ZHEEVR calls DSTEBZ and ZSTEIN on non-ieee machines and
when partial spectrum requests are made.
Normal execution of ZSTEGR may create NaNs and infinities and
hence may abort due to a floating point exception in environments
which do not handle NaNs and infinities in the ieee standard default
manner.
Arguments
---------
@param[in]
jobz magma_vec_t
- = MagmaNoVec: Compute eigenvalues only;
- = MagmaVec: Compute eigenvalues and eigenvectors.
@param[in]
range magma_range_t
- = MagmaRangeAll: all eigenvalues will be found.
- = MagmaRangeV: all eigenvalues in the half-open interval (VL,VU]
will be found.
- = MagmaRangeI: the IL-th through IU-th eigenvalues will be found.
@param[in]
uplo magma_uplo_t
- = MagmaUpper: Upper triangle of A is stored;
- = MagmaLower: Lower triangle of A is stored.
@param[in]
n INTEGER
The order of the matrix A. N >= 0.
@param[in,out]
A COMPLEX_16 array, dimension (LDA, N)
On entry, the Hermitian matrix A. If UPLO = MagmaUpper, the
leading N-by-N upper triangular part of A contains the
upper triangular part of the matrix A. If UPLO = MagmaLower,
the leading N-by-N lower triangular part of A contains
the lower triangular part of the matrix A.
On exit, the lower triangle (if UPLO=MagmaLower) or the upper
triangle (if UPLO=MagmaUpper) of A, including the diagonal, is
destroyed.
@param[in]
lda INTEGER
The leading dimension of the array A. LDA >= max(1,N).
@param[in]
vl DOUBLE PRECISION
@param[in]
vu DOUBLE PRECISION
If RANGE=MagmaRangeV, the lower and upper bounds of the interval to
be searched for eigenvalues.

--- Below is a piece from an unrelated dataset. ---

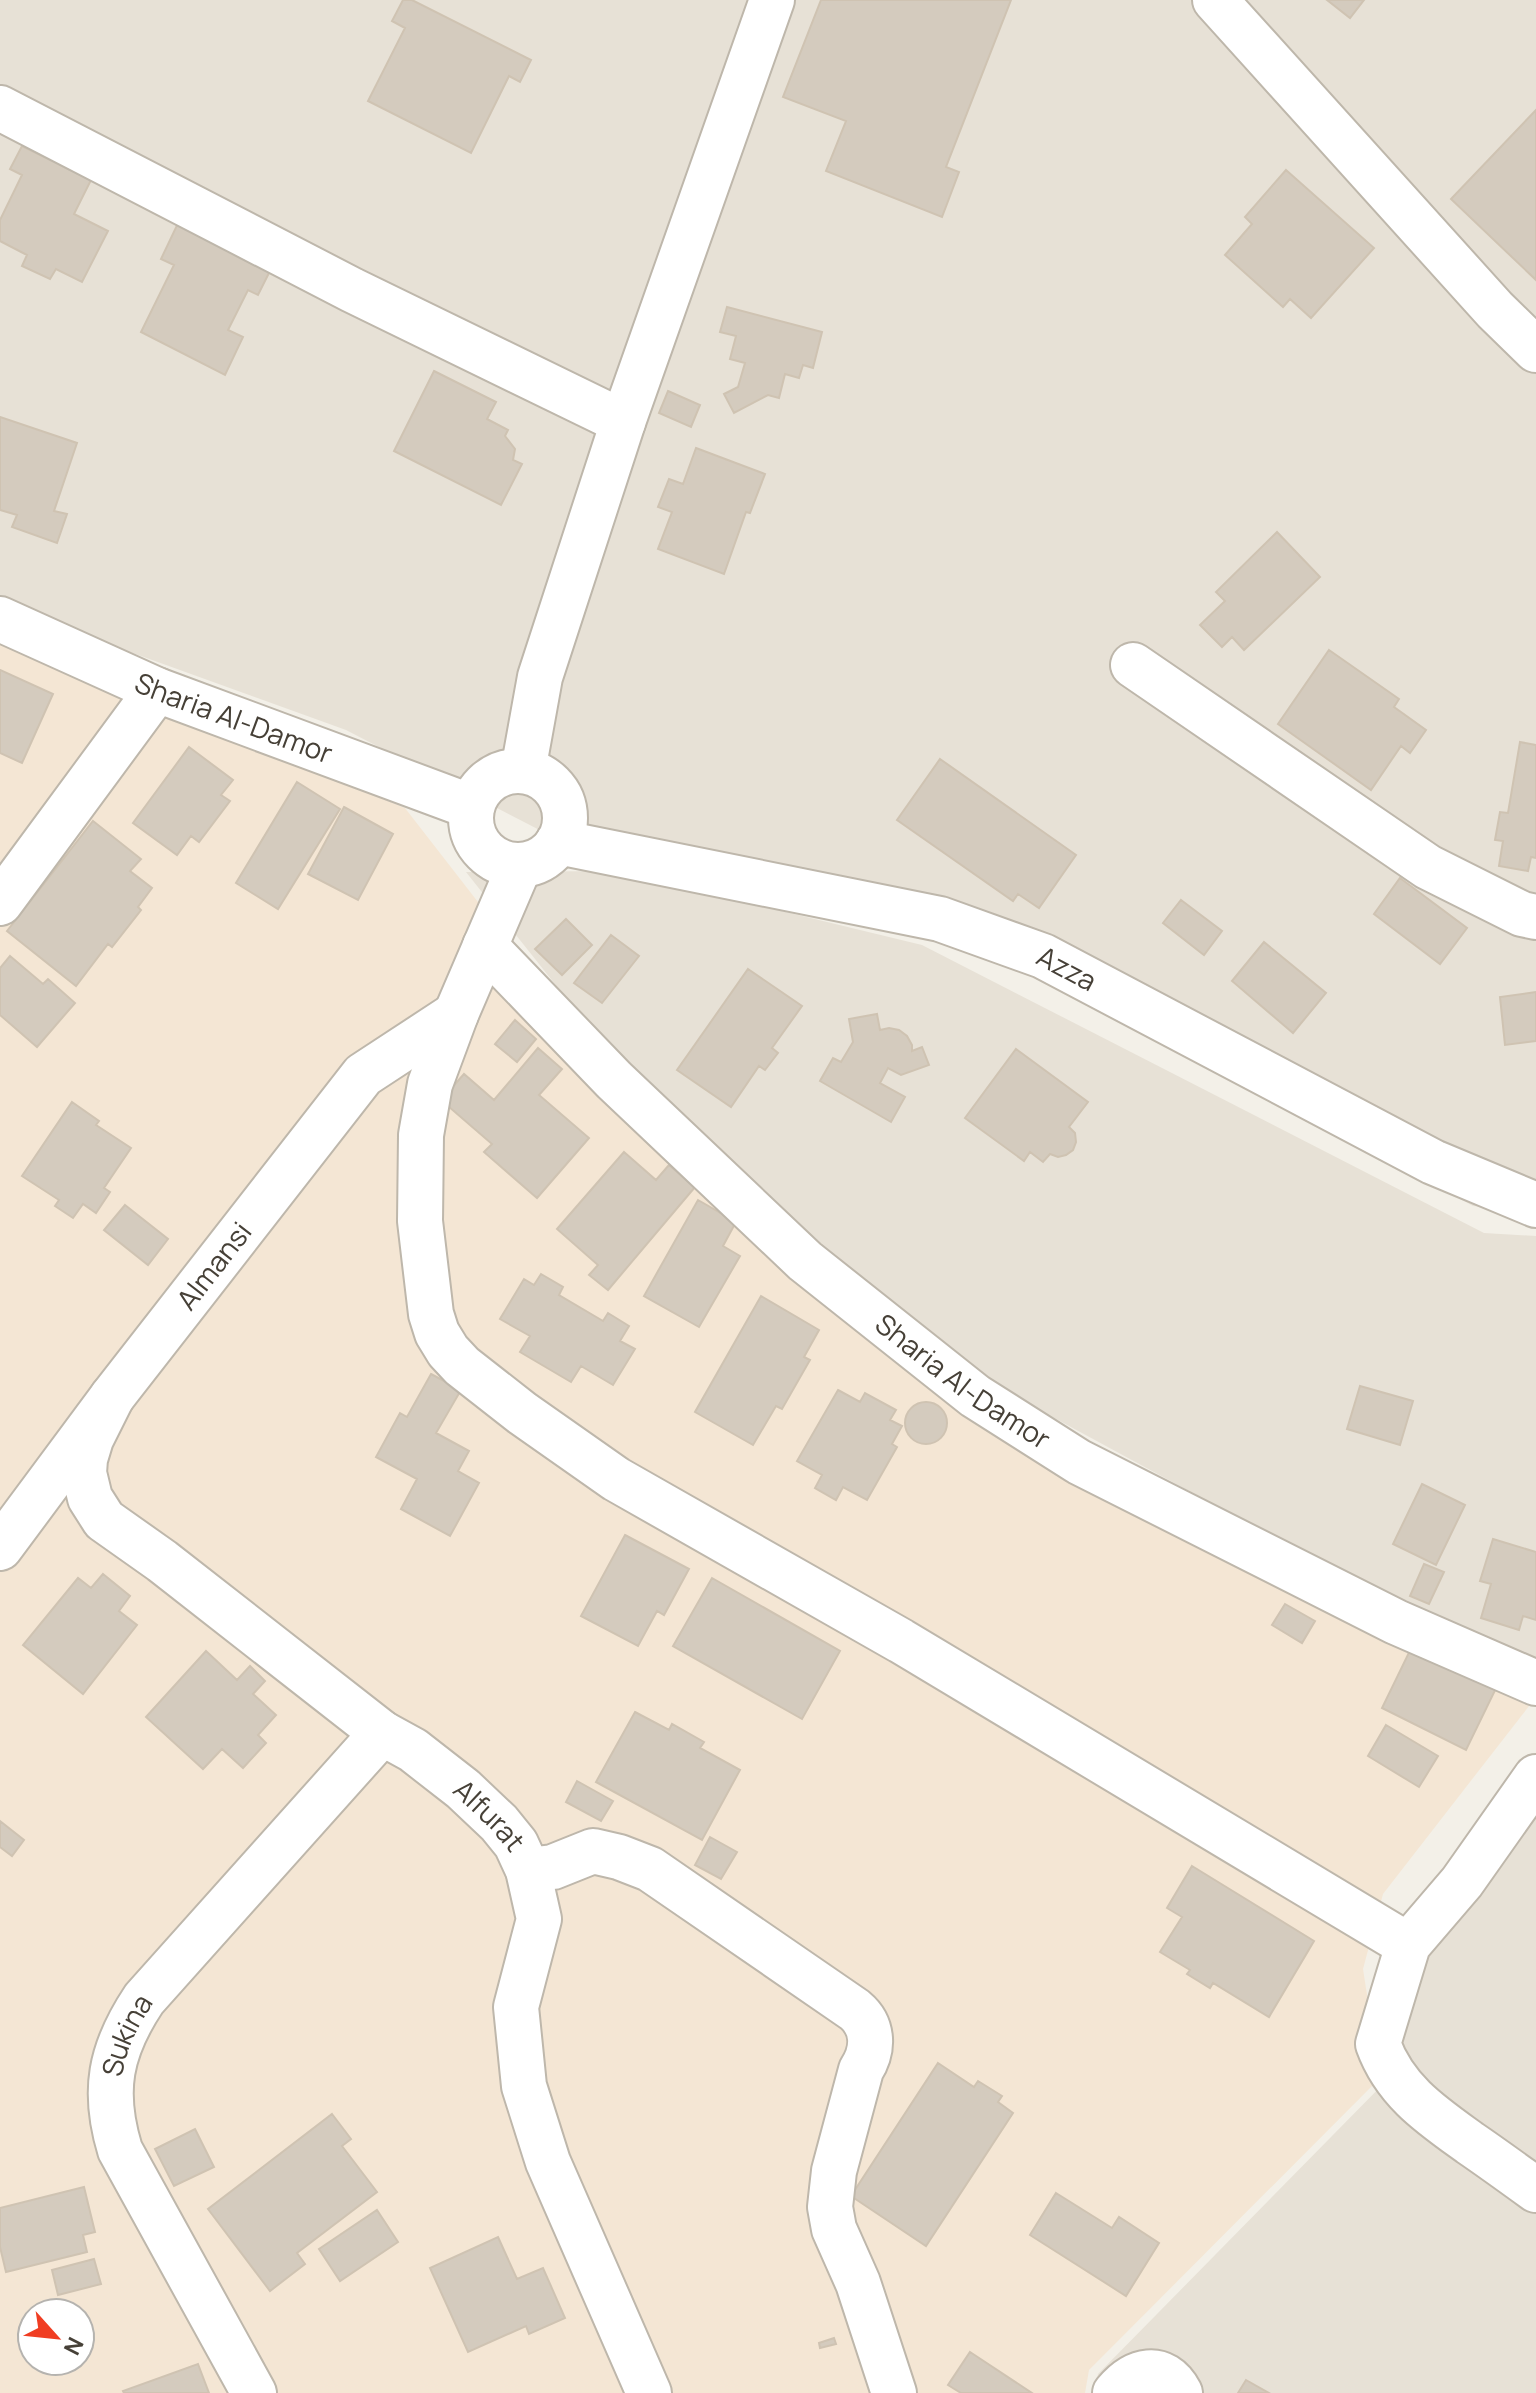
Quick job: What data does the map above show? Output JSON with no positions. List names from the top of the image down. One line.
{"streets":{"street":["Sharia Al-Damor","Azza","Almansi","Alfurat","Sukina"]},"crossings":[["Sharia Al-Damor","Azza"],["Almansi","Alfurat"],["Alfurat","Sukina"]],"north":"bottom right"}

VL < VU.
Not referenced if RANGE = MagmaRangeAll or MagmaRangeI.
@param[in]
il INTEGER
@param[in]
iu INTEGER
If RANGE=MagmaRangeI, the indices (in ascending order) of the
smallest and largest eigenvalues to be returned.
1 <= IL <= IU <= N, if N > 0; IL = 1 and IU = 0 if N = 0.
Not referenced if RANGE = MagmaRangeAll or MagmaRangeV.
@param[in]
abstol DOUBLE PRECISION
The absolute error tolerance for the eigenvalues.
An approximate eigenvalue is accepted as converged
when it is determined to lie in an interval [a,b]
of width less than or equal to
ABSTOL + EPS * max( |a|,|b| ),
\n
where EPS is the machine precision. If ABSTOL is less than
or equal to zero, then EPS*|T| will be used in its place,
where |T| is the 1-norm of the tridiagonal matrix obtained
by reducing A to tridiagonal form.
\n
See "Computing Small Singular Values of Bidiagonal Matrices
with Guaranteed High Relative Accuracy," by Demmel and
Kahan, LAPACK Working Note #3.
\n
If high relative accuracy is important, set ABSTOL to
DLAMCH( 'Safe minimum' ). Doing so will guarantee that
eigenvalues are computed to high relative accuracy when
possible in future releases. The current code does not
make any guarantees about high relative accuracy, but
furutre releases will. See J. Barlow and J. Demmel,
"Computing Accurate Eigensystems of Scaled Diagonally
Dominant Matrices", LAPACK Working Note #7, for a discussion
of which matrices define their eigenvalues to high relative
accuracy.
@param[out]
m INTEGER
The total number of eigenvalues found. 0 <= M <= N.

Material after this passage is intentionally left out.